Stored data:

==========

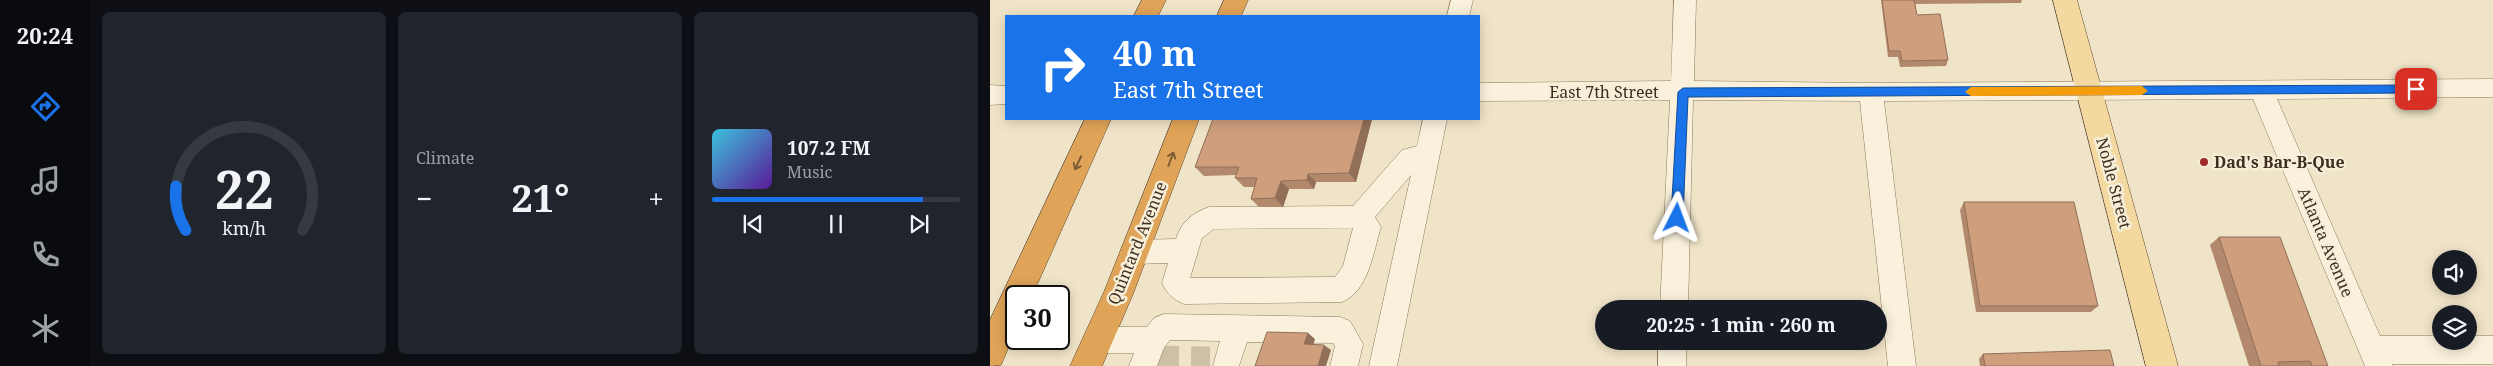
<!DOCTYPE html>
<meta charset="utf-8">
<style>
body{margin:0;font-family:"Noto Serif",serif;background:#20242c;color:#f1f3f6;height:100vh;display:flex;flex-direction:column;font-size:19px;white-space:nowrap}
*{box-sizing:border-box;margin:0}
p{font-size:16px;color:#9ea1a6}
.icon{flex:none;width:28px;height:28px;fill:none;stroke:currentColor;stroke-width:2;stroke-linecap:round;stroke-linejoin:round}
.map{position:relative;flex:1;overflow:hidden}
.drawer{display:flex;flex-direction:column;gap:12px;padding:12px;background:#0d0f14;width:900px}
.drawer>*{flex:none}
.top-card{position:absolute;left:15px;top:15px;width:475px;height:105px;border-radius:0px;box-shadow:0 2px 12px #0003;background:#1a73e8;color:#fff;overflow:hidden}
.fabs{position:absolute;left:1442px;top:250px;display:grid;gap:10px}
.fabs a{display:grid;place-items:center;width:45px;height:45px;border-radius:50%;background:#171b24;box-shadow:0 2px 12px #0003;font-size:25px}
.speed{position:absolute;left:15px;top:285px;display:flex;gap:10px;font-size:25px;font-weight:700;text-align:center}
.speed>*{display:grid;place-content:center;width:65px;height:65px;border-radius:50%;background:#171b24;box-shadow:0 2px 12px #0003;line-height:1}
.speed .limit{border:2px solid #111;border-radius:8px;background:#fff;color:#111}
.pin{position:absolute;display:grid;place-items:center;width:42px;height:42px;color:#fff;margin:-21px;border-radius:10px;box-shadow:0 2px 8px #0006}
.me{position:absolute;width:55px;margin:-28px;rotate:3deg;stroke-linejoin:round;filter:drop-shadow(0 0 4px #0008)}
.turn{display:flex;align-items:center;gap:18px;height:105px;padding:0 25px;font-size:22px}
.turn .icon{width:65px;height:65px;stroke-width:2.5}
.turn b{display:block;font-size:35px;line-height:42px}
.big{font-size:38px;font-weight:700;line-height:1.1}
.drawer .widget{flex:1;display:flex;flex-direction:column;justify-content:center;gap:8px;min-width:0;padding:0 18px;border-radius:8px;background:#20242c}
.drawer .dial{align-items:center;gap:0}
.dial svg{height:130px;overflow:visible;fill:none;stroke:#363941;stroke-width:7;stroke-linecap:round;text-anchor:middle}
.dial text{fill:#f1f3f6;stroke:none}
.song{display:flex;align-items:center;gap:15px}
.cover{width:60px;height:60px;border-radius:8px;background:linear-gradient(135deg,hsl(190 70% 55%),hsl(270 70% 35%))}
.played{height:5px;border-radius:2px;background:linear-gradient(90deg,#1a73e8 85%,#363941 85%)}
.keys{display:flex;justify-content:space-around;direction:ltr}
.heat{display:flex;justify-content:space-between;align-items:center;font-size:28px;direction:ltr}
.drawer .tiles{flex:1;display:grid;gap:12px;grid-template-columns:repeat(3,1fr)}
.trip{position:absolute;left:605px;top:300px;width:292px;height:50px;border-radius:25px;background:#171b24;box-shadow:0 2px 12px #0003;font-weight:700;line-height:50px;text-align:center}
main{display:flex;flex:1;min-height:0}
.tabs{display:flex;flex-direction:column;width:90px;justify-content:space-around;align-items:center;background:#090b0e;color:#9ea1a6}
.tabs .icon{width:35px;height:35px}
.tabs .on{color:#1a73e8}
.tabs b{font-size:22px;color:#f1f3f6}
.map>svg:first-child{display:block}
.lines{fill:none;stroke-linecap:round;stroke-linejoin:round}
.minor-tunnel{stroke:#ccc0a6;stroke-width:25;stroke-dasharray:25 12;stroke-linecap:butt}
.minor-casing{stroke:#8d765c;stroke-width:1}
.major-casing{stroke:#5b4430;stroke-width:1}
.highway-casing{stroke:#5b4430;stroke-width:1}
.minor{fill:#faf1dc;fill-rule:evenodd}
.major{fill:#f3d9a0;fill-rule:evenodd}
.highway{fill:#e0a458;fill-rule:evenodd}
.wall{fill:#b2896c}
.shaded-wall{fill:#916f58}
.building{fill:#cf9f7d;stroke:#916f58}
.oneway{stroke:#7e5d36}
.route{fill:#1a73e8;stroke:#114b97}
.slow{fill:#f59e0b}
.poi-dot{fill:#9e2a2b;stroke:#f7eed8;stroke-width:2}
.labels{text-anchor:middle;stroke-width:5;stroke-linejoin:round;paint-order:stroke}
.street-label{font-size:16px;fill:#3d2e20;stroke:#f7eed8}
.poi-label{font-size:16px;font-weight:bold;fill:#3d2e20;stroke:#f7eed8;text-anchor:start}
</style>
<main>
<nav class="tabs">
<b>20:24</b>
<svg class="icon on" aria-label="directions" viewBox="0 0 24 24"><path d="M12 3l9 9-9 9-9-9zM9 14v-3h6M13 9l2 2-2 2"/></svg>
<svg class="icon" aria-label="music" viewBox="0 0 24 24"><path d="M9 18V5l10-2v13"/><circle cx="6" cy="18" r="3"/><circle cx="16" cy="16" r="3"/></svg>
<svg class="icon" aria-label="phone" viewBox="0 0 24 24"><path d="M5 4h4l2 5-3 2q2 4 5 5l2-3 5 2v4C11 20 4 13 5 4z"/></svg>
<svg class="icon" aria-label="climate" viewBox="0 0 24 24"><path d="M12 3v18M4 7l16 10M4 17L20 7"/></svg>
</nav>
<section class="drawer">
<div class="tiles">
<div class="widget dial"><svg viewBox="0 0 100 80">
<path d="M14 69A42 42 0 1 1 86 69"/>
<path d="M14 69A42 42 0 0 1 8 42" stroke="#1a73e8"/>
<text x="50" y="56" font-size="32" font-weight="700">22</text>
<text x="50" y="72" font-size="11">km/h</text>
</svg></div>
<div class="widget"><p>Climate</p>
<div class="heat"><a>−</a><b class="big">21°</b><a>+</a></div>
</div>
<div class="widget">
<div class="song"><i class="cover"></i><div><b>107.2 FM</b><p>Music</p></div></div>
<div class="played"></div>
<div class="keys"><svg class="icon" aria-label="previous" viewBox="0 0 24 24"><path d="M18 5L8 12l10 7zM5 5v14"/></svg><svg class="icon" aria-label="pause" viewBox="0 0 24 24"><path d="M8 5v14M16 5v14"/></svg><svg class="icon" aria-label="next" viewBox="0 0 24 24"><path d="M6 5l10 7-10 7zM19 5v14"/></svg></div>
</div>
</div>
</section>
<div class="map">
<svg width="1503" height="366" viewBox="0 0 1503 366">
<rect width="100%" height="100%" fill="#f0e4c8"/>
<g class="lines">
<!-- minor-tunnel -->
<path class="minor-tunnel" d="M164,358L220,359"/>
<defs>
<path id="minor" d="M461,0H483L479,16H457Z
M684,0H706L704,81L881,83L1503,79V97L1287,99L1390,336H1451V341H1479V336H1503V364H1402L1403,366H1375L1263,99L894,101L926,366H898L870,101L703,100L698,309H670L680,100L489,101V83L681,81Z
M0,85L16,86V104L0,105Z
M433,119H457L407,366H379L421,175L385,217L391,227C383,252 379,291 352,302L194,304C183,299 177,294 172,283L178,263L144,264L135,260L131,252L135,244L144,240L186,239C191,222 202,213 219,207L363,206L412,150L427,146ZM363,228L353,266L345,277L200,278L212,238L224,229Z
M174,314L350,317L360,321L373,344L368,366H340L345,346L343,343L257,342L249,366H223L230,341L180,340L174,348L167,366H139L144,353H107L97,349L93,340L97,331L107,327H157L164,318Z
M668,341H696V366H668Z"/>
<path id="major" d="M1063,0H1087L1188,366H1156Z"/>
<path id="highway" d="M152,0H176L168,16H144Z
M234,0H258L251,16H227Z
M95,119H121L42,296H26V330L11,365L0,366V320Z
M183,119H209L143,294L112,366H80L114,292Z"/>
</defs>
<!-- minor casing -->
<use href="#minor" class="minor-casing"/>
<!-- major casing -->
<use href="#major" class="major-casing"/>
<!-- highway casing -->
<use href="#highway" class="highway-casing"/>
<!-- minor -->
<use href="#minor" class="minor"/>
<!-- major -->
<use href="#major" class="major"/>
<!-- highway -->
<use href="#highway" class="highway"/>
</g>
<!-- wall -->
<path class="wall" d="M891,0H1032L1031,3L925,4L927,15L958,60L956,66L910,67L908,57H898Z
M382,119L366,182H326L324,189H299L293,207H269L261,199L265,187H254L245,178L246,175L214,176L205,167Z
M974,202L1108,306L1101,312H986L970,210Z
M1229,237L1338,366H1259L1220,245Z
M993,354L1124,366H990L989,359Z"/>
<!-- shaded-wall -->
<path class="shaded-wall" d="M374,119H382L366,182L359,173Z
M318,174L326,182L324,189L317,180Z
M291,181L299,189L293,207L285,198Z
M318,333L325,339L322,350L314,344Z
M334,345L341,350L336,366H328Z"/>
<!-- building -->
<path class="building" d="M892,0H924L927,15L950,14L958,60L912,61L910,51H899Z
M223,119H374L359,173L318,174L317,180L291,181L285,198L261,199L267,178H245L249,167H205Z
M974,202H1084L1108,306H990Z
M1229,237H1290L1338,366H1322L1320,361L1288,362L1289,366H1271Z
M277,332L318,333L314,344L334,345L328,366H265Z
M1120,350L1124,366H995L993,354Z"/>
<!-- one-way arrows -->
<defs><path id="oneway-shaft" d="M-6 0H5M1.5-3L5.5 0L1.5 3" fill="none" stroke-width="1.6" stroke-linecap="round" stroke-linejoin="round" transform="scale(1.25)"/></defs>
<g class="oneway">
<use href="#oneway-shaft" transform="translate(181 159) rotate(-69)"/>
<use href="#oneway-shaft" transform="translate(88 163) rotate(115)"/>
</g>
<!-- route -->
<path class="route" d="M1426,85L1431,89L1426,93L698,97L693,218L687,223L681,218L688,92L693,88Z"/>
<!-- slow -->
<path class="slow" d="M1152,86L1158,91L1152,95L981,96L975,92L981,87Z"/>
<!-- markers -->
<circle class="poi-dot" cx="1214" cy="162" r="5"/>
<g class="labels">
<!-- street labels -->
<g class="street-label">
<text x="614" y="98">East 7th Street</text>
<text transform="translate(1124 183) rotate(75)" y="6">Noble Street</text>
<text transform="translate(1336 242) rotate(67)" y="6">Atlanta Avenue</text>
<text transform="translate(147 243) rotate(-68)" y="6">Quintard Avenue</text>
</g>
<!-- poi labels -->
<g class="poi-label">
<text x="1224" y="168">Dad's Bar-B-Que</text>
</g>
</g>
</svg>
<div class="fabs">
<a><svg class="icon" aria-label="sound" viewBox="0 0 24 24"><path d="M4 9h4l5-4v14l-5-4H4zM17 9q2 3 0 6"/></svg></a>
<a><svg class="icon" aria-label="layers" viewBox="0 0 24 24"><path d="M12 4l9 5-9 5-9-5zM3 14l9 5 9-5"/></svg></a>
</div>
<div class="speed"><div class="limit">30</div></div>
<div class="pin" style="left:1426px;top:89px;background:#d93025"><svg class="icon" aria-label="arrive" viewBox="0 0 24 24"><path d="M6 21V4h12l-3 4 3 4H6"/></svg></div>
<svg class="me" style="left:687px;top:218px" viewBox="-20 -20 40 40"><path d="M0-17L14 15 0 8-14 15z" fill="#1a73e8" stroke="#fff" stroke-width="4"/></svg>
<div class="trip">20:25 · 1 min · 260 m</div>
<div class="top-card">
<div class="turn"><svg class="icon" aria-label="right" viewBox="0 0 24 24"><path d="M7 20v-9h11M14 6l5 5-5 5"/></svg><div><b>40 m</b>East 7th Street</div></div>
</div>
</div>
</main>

==========

Required work:
Where a line of the records above holds the word "block", count it; give the total as a single number and nothing else.

Result:
2